Our storage systems are broken out into three distinct components. We consider separately the charged components of the system. So, for example, in a hydrogen system, that would entail the rectifier to take AC power and to produce DC power for an electrolyzer, the electrolyzer itself, as well as a subsequent compressor. All these capital costs and other items are characterized based off of the charging of the system. One thing to point out is when we talk about charging costs, those are based off of input power. So, when we say dollars per kilowatt of charging, that means based off of the rate of power of charging. When we talk about electrolyzers, typically the electrolyzer can be a very different capacity rating than a fuel cell. So, we've disaggregated charging power from discharging power.

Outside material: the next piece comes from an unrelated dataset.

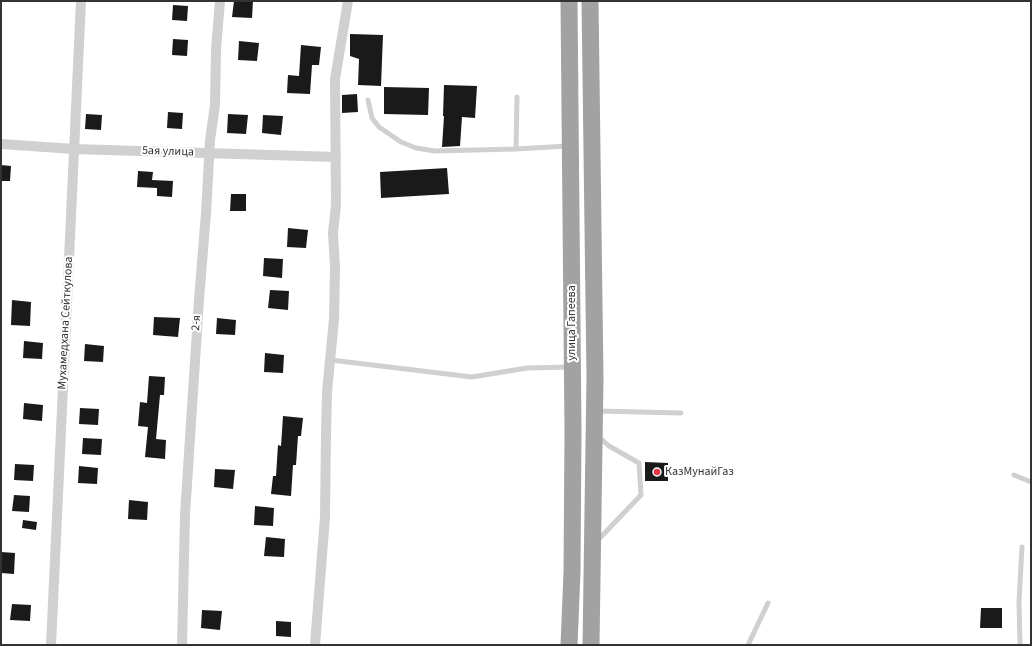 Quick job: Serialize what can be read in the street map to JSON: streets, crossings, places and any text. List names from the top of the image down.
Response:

The second component that we model is the storage component. This component is strictly the storage. So, for example, if we are talking about hydrogen storage, that would be the salt cavern itself. It would be able to receive hydrogen, store it, and then return the hydrogen to a power generation equipment. If there's a discharging component, again, for hydrogen systems, this would entail fuel cell or combustion turbine. If there are any power electronics associated with it, that will be part of the system.

In addition to energy storage systems, we also model flexible power generators. When the grids need additional power, it is agnostic whether that power comes from stored energy from prior overgeneration or if it comes from a flexible power generator. So, in terms of a green source of flexible power, we can, for example, consider biologically the right molecules, such as ethanol, being run through a combined cycle plant to produce power flexibly in a renewable fashion. This, by the way, is a technology that has been demonstrated to about nearly 100 megawatts of capacity.

In order to understand how the systems would be operated in a highly-renewable grid, we took analysis results from detailed PLEXOS modeling. This is a grid model that considers the optimal way of dispatching various power generation equipment on the grid. When we go to 85 percent renewables, we're seeing that the grid would be optimally operated having energy storage systems that exceed at least five days' worth of storage. On the upper right corner is an example, a graphic of how the grid would operate such a system. We see that along the X axis, we have time of the year. On the Y axis, we have hour of the day. A long duration energy storage systems would be operating at the diurnal fashion. So, during the day, when solar power is widely available, the system will be charging. Then it will be discharging its capacity during the evening hours.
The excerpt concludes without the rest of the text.